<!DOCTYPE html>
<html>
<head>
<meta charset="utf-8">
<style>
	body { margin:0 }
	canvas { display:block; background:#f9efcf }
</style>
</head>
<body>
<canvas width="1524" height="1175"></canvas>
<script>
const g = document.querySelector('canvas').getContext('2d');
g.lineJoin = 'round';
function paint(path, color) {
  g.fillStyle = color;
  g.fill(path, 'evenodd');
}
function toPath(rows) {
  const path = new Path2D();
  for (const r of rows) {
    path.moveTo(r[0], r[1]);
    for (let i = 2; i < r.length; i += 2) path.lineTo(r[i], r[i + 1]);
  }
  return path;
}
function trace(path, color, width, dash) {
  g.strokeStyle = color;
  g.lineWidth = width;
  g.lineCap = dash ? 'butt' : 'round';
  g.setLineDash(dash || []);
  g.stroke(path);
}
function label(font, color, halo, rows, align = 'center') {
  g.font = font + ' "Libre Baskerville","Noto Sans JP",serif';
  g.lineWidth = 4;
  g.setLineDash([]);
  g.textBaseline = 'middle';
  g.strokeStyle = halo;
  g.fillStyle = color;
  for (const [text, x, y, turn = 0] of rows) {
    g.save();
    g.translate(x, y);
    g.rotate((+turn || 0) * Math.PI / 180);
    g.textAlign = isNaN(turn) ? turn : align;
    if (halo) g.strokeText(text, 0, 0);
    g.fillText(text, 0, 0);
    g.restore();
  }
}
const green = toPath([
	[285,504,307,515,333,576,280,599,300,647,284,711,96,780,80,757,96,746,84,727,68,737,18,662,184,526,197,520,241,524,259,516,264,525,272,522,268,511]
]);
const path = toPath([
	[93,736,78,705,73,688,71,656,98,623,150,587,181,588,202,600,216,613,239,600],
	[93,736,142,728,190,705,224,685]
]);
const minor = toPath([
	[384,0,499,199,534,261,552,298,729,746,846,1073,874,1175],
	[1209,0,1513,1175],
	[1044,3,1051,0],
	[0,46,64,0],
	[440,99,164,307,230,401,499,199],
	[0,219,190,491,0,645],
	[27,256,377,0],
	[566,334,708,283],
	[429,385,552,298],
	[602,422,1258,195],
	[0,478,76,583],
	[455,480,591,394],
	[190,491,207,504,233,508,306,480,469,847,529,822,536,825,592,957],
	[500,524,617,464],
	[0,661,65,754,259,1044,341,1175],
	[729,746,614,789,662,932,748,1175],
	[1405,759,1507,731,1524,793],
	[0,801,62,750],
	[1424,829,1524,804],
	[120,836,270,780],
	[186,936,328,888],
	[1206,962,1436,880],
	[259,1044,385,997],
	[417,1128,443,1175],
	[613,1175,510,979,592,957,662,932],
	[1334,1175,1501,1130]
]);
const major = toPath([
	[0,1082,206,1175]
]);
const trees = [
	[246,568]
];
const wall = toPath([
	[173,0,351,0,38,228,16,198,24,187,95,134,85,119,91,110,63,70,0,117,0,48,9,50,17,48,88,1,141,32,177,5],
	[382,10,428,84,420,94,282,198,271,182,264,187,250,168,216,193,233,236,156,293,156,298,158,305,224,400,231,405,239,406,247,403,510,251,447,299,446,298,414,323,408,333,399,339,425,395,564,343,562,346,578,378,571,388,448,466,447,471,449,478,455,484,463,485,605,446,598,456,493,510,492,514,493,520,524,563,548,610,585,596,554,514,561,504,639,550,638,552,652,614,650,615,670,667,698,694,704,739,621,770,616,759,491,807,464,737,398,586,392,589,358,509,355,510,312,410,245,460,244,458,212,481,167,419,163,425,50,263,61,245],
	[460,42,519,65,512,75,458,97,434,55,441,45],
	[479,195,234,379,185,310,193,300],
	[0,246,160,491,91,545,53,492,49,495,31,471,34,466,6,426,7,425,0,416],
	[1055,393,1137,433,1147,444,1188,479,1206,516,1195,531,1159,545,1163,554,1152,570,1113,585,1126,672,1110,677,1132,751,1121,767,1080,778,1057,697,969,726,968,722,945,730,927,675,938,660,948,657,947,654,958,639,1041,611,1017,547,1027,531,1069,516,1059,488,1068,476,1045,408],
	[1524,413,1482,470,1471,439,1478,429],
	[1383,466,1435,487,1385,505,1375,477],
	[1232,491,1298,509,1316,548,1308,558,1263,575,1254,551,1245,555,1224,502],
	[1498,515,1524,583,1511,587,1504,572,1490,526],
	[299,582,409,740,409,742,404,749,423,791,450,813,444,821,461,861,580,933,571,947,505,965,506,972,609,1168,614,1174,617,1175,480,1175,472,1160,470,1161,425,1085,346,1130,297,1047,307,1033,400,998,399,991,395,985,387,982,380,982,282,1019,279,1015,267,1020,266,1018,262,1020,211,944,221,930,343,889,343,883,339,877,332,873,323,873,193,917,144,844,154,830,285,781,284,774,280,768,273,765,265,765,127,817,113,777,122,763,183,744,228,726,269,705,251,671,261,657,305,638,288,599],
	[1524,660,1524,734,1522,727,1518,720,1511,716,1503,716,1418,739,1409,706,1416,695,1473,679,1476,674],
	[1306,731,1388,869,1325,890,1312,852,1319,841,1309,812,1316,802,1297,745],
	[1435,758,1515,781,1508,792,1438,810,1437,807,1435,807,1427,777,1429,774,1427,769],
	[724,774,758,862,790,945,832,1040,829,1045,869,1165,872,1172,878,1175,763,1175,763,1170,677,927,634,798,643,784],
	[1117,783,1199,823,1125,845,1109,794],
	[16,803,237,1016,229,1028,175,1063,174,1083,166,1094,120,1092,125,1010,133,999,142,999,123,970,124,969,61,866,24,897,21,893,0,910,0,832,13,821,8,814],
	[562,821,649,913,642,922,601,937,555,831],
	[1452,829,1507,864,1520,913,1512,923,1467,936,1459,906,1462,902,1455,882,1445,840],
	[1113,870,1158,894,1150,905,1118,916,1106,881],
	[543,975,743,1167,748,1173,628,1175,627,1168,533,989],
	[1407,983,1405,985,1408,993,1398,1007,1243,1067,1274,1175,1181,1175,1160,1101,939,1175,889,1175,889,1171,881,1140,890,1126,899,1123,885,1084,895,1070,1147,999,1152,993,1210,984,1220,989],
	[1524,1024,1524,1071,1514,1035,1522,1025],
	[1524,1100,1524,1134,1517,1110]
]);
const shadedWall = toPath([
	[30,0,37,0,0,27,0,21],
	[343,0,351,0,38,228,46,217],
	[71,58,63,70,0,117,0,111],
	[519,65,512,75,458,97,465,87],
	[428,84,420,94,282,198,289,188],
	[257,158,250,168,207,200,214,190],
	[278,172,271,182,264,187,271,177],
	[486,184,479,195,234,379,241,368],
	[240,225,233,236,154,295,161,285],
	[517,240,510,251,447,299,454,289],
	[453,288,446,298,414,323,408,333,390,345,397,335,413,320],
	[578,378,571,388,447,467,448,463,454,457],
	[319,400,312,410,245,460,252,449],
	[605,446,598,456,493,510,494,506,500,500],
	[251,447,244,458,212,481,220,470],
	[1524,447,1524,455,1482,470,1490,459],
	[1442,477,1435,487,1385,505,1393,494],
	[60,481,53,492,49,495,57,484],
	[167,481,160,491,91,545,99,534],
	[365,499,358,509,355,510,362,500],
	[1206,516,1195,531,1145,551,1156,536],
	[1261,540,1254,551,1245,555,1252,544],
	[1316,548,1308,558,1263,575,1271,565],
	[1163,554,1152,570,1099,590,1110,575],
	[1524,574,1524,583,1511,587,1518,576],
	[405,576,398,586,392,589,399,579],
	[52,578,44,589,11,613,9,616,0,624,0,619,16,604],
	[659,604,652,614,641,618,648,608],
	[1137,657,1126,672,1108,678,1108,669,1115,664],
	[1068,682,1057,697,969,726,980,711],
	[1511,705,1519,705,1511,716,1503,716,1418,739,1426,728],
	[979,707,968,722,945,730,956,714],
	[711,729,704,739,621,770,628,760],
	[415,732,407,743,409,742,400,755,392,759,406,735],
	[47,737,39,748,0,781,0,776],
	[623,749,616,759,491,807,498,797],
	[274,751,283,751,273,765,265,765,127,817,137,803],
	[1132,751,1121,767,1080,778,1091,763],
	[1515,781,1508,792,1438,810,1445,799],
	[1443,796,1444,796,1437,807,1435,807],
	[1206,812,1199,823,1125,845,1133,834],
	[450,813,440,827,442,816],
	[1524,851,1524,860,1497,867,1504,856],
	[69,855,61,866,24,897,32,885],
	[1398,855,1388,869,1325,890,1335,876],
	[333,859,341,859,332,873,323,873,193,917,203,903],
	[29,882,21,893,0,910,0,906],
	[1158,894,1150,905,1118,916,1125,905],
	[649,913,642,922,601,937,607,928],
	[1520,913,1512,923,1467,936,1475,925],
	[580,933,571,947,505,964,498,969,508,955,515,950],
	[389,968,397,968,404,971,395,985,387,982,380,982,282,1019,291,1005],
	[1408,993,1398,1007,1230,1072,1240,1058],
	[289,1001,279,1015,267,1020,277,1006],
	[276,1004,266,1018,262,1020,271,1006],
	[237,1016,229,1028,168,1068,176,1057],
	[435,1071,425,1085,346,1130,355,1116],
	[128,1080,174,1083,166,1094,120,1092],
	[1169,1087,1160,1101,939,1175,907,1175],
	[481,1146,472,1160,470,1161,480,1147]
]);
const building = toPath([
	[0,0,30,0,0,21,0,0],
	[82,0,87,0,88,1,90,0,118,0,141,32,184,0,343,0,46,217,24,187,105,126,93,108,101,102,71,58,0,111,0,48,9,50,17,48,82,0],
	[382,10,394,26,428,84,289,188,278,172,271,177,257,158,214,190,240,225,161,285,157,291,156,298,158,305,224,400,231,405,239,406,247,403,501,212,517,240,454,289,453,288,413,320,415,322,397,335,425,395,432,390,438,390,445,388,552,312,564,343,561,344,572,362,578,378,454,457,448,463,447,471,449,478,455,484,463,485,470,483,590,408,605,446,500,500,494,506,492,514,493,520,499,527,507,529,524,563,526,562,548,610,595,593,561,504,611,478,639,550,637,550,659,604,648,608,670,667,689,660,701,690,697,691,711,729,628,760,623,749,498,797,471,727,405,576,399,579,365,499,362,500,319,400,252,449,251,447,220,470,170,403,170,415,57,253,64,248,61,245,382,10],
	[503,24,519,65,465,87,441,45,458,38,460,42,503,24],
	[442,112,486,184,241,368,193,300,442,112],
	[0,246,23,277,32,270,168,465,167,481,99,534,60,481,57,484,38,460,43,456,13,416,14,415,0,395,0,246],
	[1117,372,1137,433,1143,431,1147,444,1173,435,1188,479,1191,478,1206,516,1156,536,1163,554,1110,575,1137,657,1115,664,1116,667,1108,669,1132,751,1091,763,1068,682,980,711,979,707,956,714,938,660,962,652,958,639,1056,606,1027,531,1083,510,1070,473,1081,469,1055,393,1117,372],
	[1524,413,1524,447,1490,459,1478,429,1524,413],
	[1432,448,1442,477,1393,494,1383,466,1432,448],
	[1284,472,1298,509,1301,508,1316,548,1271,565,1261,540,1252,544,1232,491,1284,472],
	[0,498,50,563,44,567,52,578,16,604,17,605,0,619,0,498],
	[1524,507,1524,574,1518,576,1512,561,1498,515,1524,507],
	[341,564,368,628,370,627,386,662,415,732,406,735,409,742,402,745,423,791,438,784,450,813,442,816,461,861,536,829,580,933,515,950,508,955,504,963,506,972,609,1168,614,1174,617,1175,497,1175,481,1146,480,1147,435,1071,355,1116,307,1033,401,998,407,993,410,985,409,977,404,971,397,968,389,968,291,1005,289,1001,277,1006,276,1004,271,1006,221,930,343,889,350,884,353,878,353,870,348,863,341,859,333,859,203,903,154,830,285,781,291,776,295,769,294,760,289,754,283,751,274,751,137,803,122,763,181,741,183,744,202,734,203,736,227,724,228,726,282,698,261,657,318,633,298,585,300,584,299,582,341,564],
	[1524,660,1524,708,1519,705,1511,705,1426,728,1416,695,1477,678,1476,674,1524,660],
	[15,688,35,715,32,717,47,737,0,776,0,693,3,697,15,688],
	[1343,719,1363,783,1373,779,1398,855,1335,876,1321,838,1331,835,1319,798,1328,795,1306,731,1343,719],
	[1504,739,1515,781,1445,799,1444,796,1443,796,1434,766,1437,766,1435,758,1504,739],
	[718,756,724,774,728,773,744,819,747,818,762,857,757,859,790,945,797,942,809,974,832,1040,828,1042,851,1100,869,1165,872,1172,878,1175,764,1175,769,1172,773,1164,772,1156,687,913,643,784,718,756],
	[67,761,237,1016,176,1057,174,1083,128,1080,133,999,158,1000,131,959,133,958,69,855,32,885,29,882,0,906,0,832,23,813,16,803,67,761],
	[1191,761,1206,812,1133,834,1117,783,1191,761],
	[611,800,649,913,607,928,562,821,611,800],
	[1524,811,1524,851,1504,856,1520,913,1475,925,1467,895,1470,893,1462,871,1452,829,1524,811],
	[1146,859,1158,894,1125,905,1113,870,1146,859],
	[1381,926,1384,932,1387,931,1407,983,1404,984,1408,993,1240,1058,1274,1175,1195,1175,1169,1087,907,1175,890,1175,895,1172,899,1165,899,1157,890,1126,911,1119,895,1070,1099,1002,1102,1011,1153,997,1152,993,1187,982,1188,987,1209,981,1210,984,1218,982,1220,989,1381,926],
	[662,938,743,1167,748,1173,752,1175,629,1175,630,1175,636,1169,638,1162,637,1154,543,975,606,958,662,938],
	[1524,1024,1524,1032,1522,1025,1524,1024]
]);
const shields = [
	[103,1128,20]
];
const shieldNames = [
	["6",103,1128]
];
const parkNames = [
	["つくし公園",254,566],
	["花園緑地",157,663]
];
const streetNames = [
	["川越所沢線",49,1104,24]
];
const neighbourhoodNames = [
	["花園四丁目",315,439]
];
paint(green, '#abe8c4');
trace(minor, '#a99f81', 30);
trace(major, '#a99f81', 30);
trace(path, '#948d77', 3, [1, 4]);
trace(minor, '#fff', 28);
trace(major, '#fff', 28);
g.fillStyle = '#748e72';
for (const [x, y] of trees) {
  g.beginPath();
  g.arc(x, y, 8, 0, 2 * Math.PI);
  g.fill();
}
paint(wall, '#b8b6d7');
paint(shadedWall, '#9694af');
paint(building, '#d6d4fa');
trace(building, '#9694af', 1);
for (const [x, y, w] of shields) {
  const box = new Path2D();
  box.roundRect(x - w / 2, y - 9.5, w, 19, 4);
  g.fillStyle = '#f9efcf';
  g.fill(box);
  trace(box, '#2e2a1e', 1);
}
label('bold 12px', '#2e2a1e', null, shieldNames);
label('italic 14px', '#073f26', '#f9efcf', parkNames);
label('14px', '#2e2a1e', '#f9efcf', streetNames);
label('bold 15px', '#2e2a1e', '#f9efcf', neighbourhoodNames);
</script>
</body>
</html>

Problem requirements
Your answer should be the lines of the records that hold the string "strokeStyle".

Written solution
  g.strokeStyle = color;
  g.strokeStyle = halo;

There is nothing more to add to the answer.